For GEMASTIK XIII, Indonesia Annual Data Mining Competition by Ministry of Higher Education & Telkom-U
Teknologi Informasi dan Komunikasi untuk Indonesia Maju
Written by Yakuy 2, Universitas Gadjah Mada
- Ardacandra Subiantoro (18/427572/PA/18532)
- Arief Pujo Arianto (18/430253/PA/18766)

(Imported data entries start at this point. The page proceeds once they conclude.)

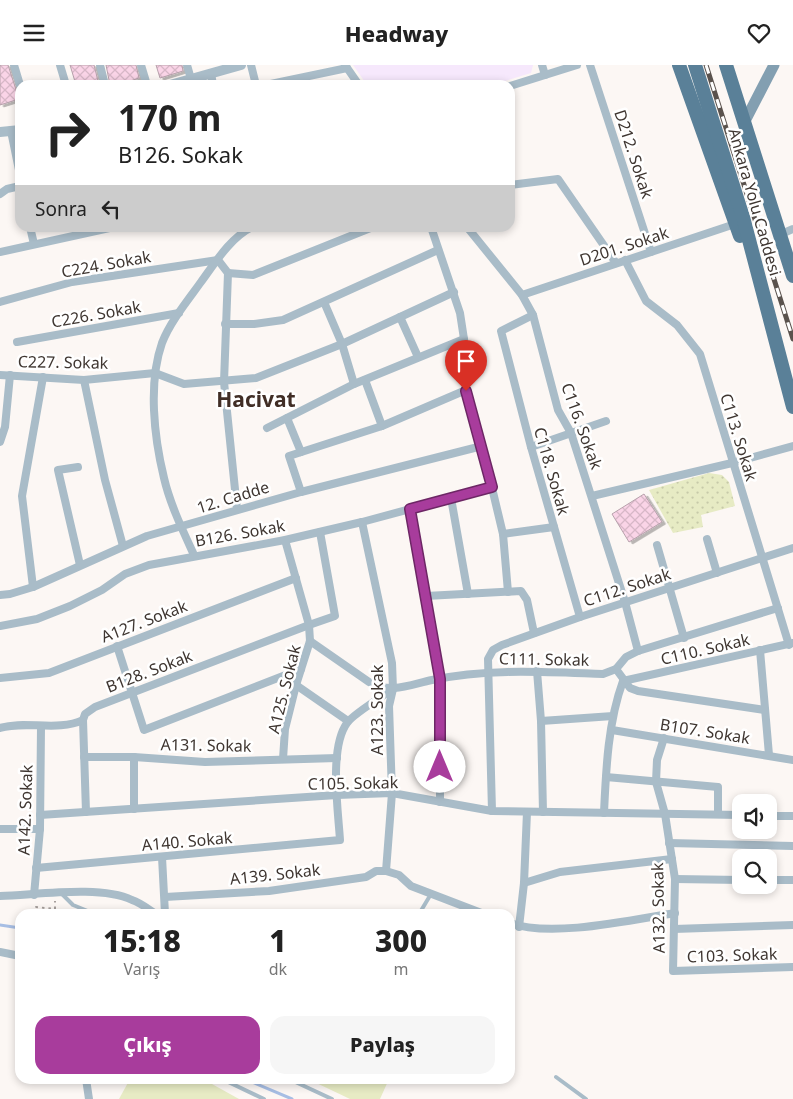 <!DOCTYPE html>
<html lang="tr">
<meta charset="utf-8">
<style>
:root{--surface:#fff;--page:#f6f6f6;--text:#222;--muted:#767676;--accent:#a83c9c}
body{margin:0;font-family:"Noto Sans",sans-serif;background:var(--page);color:var(--text);height:100vh;display:flex;flex-direction:column;font-size:19px;white-space:nowrap}
*{box-sizing:border-box;margin:0}
p{font-size:16px;color:var(--muted)}
.icon{flex:none;width:28px;height:28px;fill:none;stroke:currentColor;stroke-width:2;stroke-linecap:round;stroke-linejoin:round}
.map{position:relative;flex:1;overflow:hidden}
.drawer{position:absolute;left:15px;top:844px;width:500px;height:175px;display:flex;flex-direction:column;background:var(--surface);border-radius:15px;box-shadow:0 2px 8px #0003}
.drawer>*{flex:none}
.banner{position:absolute;left:15px;top:15px;width:500px;height:152px;border-radius:15px;box-shadow:0 2px 8px #0003;background:#fff;color:var(--text);overflow:hidden}
.controls{position:absolute;left:732px;top:729px;display:grid;gap:10px}
.controls a{display:grid;place-items:center;width:45px;height:45px;border-radius:10px;background:var(--surface);box-shadow:0 2px 8px #0003;font-size:25px}
.pin{position:absolute;display:grid;place-items:center;width:42px;height:42px;color:#fff;margin:-51px -21px;border-radius:50% 50% 50% 0;rotate:-45deg;box-shadow:0 0 5px #0007}
.pin .icon{rotate:45deg}
.me{position:absolute;width:55px;margin:-28px;rotate:0deg;stroke-linejoin:round;filter:drop-shadow(0 0 4px #0008)}
.turn{display:flex;align-items:center;gap:18px;height:105px;padding:0 20px;font-size:22px}
.turn .icon{width:65px;height:65px;stroke-width:2.5}
.turn b{display:block;font-size:35px;line-height:42px}
.then{display:flex;align-items:center;height:48px;padding:0 20px;background:#0003;gap:10px;font-size:19px}
.eta{display:flex;justify-content:space-evenly;align-items:center;height:85px;text-align:center}
.eta b{font-size:30px;font-weight:800;line-height:35px}
.primary-button{display:flex;gap:10px;margin-top:auto;padding:10px 20px}
.primary-button a{flex:1;height:58px;border-radius:15px;background:var(--accent);color:#fff;font-size:20px;font-weight:800;line-height:58px;text-align:center}
.primary-button a+a{background:var(--page);color:var(--text)}
header{display:flex;justify-content:space-between;align-items:center;height:65px;padding:0 20px;background:var(--surface);font-size:22px;font-weight:800}
.map>svg:first-child{display:block}
.education{fill:#f6e8fc}
.park{fill:url(#park-dots)}
.garden{fill:#e7ebc4}
.lines{fill:none;stroke-linecap:round;stroke-linejoin:round}
.stream{stroke:#a7bee4;stroke-width:3}
.building{fill:url(#building-cross-hatch);stroke:#b7a1ac;filter:url(#shadow)}
.path{stroke:#a59e9b;stroke-width:2;stroke-dasharray:2.5 4;stroke-linecap:butt}
.service{stroke:#a9bcc8;stroke-width:4}
.minor{stroke:#a9bcc8;stroke-width:8}
.tertiary{stroke:#a9bcc8;stroke-width:10}
.secondary{stroke:#839fb1;stroke-width:11}
.trunk{stroke:#5a8098;stroke-width:14}
.rail-casing{stroke:#5a524d;stroke-width:5}
.rail{stroke:#fff;stroke-width:3;stroke-dasharray:9;stroke-linecap:butt}
.route-casing{stroke:#6d2765;stroke-width:12}
.route{stroke:#a83c9c;stroke-width:9}
.labels{text-anchor:middle;stroke-width:5;stroke-linejoin:round;paint-order:stroke}
.street-label{font-size:16px;fill:#3f3631;stroke:#fff}
.district-label{font-size:21px;font-weight:bold;fill:#412e26;stroke:#fff}
</style>
<header><svg class="icon" aria-label="menu" viewBox="0 0 24 24"><path d="M4 6h16M4 12h16M4 18h16"/></svg>Headway<svg class="icon" aria-label="heart" viewBox="0 0 24 24"><path d="M12 20l-8-8c-3-5 5-10 8-4 3-6 11-1 8 4z"/></svg></header>
<div class="map">
<svg width="793" height="1034" viewBox="0 0 793 1034">
<defs>
<pattern id="park-dots" width="8" height="8" patternUnits="userSpaceOnUse" patternTransform="scale(1.25)"><rect width="8" height="8" fill="#e7ebc4"/><path d="M2 2h.1M6 6h.1" fill="none" stroke="#c7caa9" stroke-width="1.8" stroke-linecap="round"/></pattern>
<pattern id="building-cross-hatch" width="8" height="8" patternUnits="userSpaceOnUse" patternTransform="scale(1.25)"><rect width="8" height="8" fill="#fad4e7"/><path d="M0 0l8 8M0 8l8-8" fill="none" stroke="#d7b7c7"/></pattern>
<filter id="shadow"><feDropShadow dx="3.5" dy="2" stdDeviation="0" flood-color="#0004"/></filter>
</defs>
<rect width="100%" height="100%" fill="#fcf7f4"/>
<path class="education" d="M353 0H533L531 8 492 20H367Z"/>
<path class="park" d="M709 408 722 410 729 417 735 441 701 450 703 462 673 468 649 425Z"/>
<g class="garden">
<path d="M130 1014H203L239 1034H119Z"/>
<path d="M308 1014H307H389L380 1034H350Z"/>
</g>
<g class="lines">
<g class="stream">
<path d="M0 860 20 863"/>
<path d="M245 1014 292 1034"/>
</g>
</g>
<g class="building">
<path d="M0 0H8L19 34 0 40Z"/>
<path d="M70 0H94L99 20H76Z"/>
<path d="M106 0H136L139 13 119 20H110Z"/>
<path d="M156 0H182L183 6 160 13Z"/>
<path d="M644 429 662 457 629 477 612 449Z"/>
</g>
<g class="lines">
<path class="path" d="M36 849V842L55 844V836"/>
<g class="service">
<path d="M61 828 73 840 95 849"/>
<path d="M419 849 431 829"/>
<path d="M556 1012 586 1034"/>
<path d="M222 1014 264 1034"/>
<path d="M289 1014 332 1034"/>
</g>
<g class="minor">
<path d="M14 0 20 20"/>
<path d="M60 0 66 20"/>
<path d="M100 0 105 20"/>
<path d="M141 0 147 20"/>
<path d="M187 0 191 14"/>
<path d="M251 0 256 20"/>
<path d="M345 0 359 20"/>
<path d="M542 0 545 10"/>
<path d="M590 0 651 187"/>
<path d="M211 8 213 20"/>
<path d="M266 20 347 3"/>
<path d="M510 21 577 0"/>
<path d="M11 66 20 110"/>
<path d="M510 120 558 114 616 198"/>
<path d="M0 129 7 124 20 121"/>
<path d="M30 162 34 179"/>
<path d="M431 162 460 248 464 274 463 299 466 325 482 381 503 469 508 527"/>
<path d="M467 162 522 230 533 250 558 345 571 368 625 537 638 586"/>
<path d="M779 170 793 164"/>
<path d="M0 187 114 162"/>
<path d="M625 195 646 236 677 260 700 289 789 580"/>
<path d="M228 208 253 210 373 162"/>
<path d="M522 230 735 159"/>
<path d="M0 237 72 217 218 195 228 208 224 317 237 444"/>
<path d="M324 237 342 279 354 319"/>
<path d="M533 250 501 266 531 382 580 552"/>
<path d="M400 252 418 292"/>
<path d="M225 259H254L283 255 438 185"/>
<path d="M17 277 179 248"/>
<path d="M0 310 84 315 155 308 184 319 256 313 342 279 454 227"/>
<path d="M84 315 105 415 123 481"/>
<path d="M365 315 382 361"/>
<path d="M287 353 301 387"/>
<path d="M267 363 354 319 464 274"/>
<path d="M0 377 5 362 10 310"/>
<path d="M531 382 606 356"/>
<path d="M78 402 58 405 80 500"/>
<path d="M301 427 289 391 382 361 466 325"/>
<path d="M592 431 732 398 793 381"/>
<path d="M451 433 468 529"/>
<path d="M410 444 440 614V737"/>
<path d="M362 457 392 598 393 624 389 641 392 728 386 806"/>
<path d="M503 469 554 462"/>
<path d="M707 474 717 508"/>
<path d="M657 480 684 573"/>
<path d="M194 490C183 466 170 439 164 413 154 372 148 318 162 278 170 257 188 235 201 217 215 198 230 173 252 162"/>
<path d="M33 522 22 431 43 312"/>
<path d="M0 530 10 529 33 522 147 471 301 427 482 381"/>
<path d="M426 531 521 526 527 535 534 568"/>
<path d="M0 561 37 554 70 541 102 525 125 509 149 500 285 475 362 457 492 422"/>
<path d="M310 576 369 617C391 629 409 620 432 615 488 603 546 607 603 609L616 604 626 592 638 586 778 543"/>
<path d="M117 581 144 665 301 604"/>
<path d="M760 585 769 690"/>
<path d="M616 604 630 623 638 626 765 645"/>
<path d="M537 606 541 656 543 747"/>
<path d="M0 613 49 608 296 513"/>
<path d="M296 620 348 656"/>
<path d="M83 655 86 747"/>
<path d="M541 656 613 651"/>
<path d="M0 663C24 655 58 667 83 655L85 649 95 642 309 560 335 551 320 467"/>
<path d="M612 665 793 695"/>
<path d="M664 673 657 695 656 717 665 749 675 814 673 906 793 902"/>
<path d="M84 692H134L205 697 337 693"/>
<path d="M134 692V744"/>
<path d="M283 694 285 664 296 620 310 576 309 560 285 475"/>
<path d="M606 712 718 722V749"/>
<path d="M492 746 488 594 493 585 502 580 580 552 793 483"/>
<path d="M604 748C606 704 608 657 623 616L793 578"/>
<path d="M40 750 337 730 392 728 492 746 741 750"/>
<path d="M769 751H793"/>
<path d="M0 764H40"/>
<path d="M669 778 793 781"/>
<path d="M162 792 165 849"/>
<path d="M36 803 340 775C338 744 329 683 347 658 353 649 383 631 393 624"/>
<path d="M675 814 741 815"/>
<path d="M769 815H793"/>
<path d="M524 818 560 807 672 794"/>
<path d="M34 830 40 764 41 662"/>
<path d="M0 831C37 830 100 820 132 835 141 838 148 844 156 849"/>
<path d="M165 832 269 826 366 812 376 806H386L399 810 411 821 484 849"/>
<path d="M510 858C551 873 631 855 675 848"/>
<path d="M519 862 524 818 527 747"/>
<path d="M674 864 793 860"/>
<path d="M0 887 20 891"/>
<path d="M86 1014 89 1034"/>
</g>
<g class="tertiary">
<path d="M170 20 241 0"/>
<path d="M0 67 20 65"/>
</g>
<path class="secondary" d="M744 58 774 0"/>
<g class="trunk">
<path d="M679 0 740 171"/>
<path d="M695 0 743 152 793 342"/>
<path d="M726 0 793 211"/>
</g>
<g class="rail-casing">
<path id="rail" d="M706 0 793 274"/>
</g>
<use href="#rail" class="rail"/>
</g>
<g class="lines">
<g class="route-casing">
<path id="route" d="M440 702V614L410 444 492 422 466 326"/>
</g>
<use href="#route" class="route"/>
</g>
<g class="labels">
<g class="street-label">
<text transform="translate(634 89) rotate(72)" y="6">D212. Sokak</text>
<text transform="translate(755 137) rotate(74)" y="6">Ankara Yolu Caddesi</text>
<text transform="translate(624 181) rotate(-18)" y="6">D201. Sokak</text>
<text transform="translate(106 199) rotate(-10)" y="6">C224. Sokak</text>
<text transform="translate(96 249) rotate(-10)" y="6">C226. Sokak</text>
<text transform="translate(63 297) rotate(1)" y="6">C227. Sokak</text>
<text transform="translate(582 361) rotate(70)" y="6">C116. Sokak</text>
<text transform="translate(739 372) rotate(73)" y="6">C113. Sokak</text>
<text transform="translate(552 406) rotate(74)" y="6">C118. Sokak</text>
<text transform="translate(233 432) rotate(-17)" y="6">12. Cadde</text>
<text transform="translate(240 468) rotate(-10)" y="6">B126. Sokak</text>
<text transform="translate(627 522) rotate(-18)" y="6">C112. Sokak</text>
<text transform="translate(144 556) rotate(-21)" y="6">A127. Sokak</text>
<text transform="translate(705 584) rotate(-13)" y="6">C110. Sokak</text>
<text transform="translate(544 594) rotate(1)" y="6">C111. Sokak</text>
<text transform="translate(149 606) rotate(-21)" y="6">B128. Sokak</text>
<text transform="translate(284 624) rotate(-76)" y="6">A125. Sokak</text>
<text transform="translate(377 645) rotate(-90)" y="6">A123. Sokak</text>
<text transform="translate(705 666) rotate(9)" y="6">B107. Sokak</text>
<text transform="translate(206 680) rotate(1)" y="6">A131. Sokak</text>
<text transform="translate(353 718) rotate(-1)" y="6">C105. Sokak</text>
<text transform="translate(25 745) rotate(-88)" y="6">A142. Sokak</text>
<text transform="translate(187 776) rotate(-5)" y="6">A140. Sokak</text>
<text transform="translate(275 809) rotate(-6)" y="6">A139. Sokak</text>
<text transform="translate(658 843) rotate(-91)" y="6">A132. Sokak</text>
<text transform="translate(732 890) rotate(-2)" y="6">C103. Sokak</text>
</g>
<g class="district-label">
<text x="256" y="342">Hacivat</text>
</g>
</g>
</svg>
<div class="controls">
<a><svg class="icon" aria-label="sound" viewBox="0 0 24 24"><path d="M4 9h4l5-4v14l-5-4H4zM17 9q2 3 0 6"/></svg></a>
<a><svg class="icon" aria-label="search" viewBox="0 0 24 24"><circle cx="10" cy="10" r="6"/><path d="M15 15l6 6"/></svg></a>
</div>
<div class="pin" style="left:466px;top:326px;background:#d93025"><svg class="icon" aria-label="arrive" viewBox="0 0 24 24"><path d="M6 21V4h12l-3 4 3 4H6"/></svg></div>
<svg class="me" style="left:440px;top:702px" viewBox="-20 -20 40 40"><circle r="19" fill="#fff"/><path d="M0-13L10 11 0 6-10 11z" fill="#a83c9c"/></svg>
<div class="banner">
<div class="turn"><svg class="icon" aria-label="right" viewBox="0 0 24 24"><path d="M7 20v-9h11M14 6l5 5-5 5"/></svg><div><b>170 m</b>B126. Sokak</div></div>
<div class="then">Sonra<svg class="icon" aria-label="left" viewBox="0 0 24 24"><path d="M17 20v-9H6M10 6l-5 5 5 5"/></svg></div>
</div>
<section class="drawer">
<div class="eta">
<div><b>15:18</b><p>Varış</p></div>
<div><b>1</b><p>dk</p></div>
<div><b>300</b><p>m</p></div>
</div>
<div class="primary-button"><a>Çıkış</a><a>Paylaş</a></div>
</section>
</div>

- Chrystian (18/430257/PA/18770)
The COVID-19 pandemic has many negative impacts on Indonesia and the rest of the world, so it is important to have a rigorous way to detect patients infected with COVID-19. X-Ray image of the patient's chest can help to detect whether the patient is infected with COVID-19 or not. We train Capsule Neural Network model to be able to classify an infected chest X-Ray with the COVID-19 virus. Models were trained with 6.310 Chest X-Ray images divided into three classes: Normal, Pneumonia, and Covid-19. The advantage of using CapsNet compared to traditional Convolutional Neural Network models : viewpoint invariance, less parameters, and good generalizations. We are able to train the model with results, validation accuracy of 0.9556 with test accuracy 0.9429. The model could be used to provide additional information to help detect COVID-19 from the patient's chest X-Ray.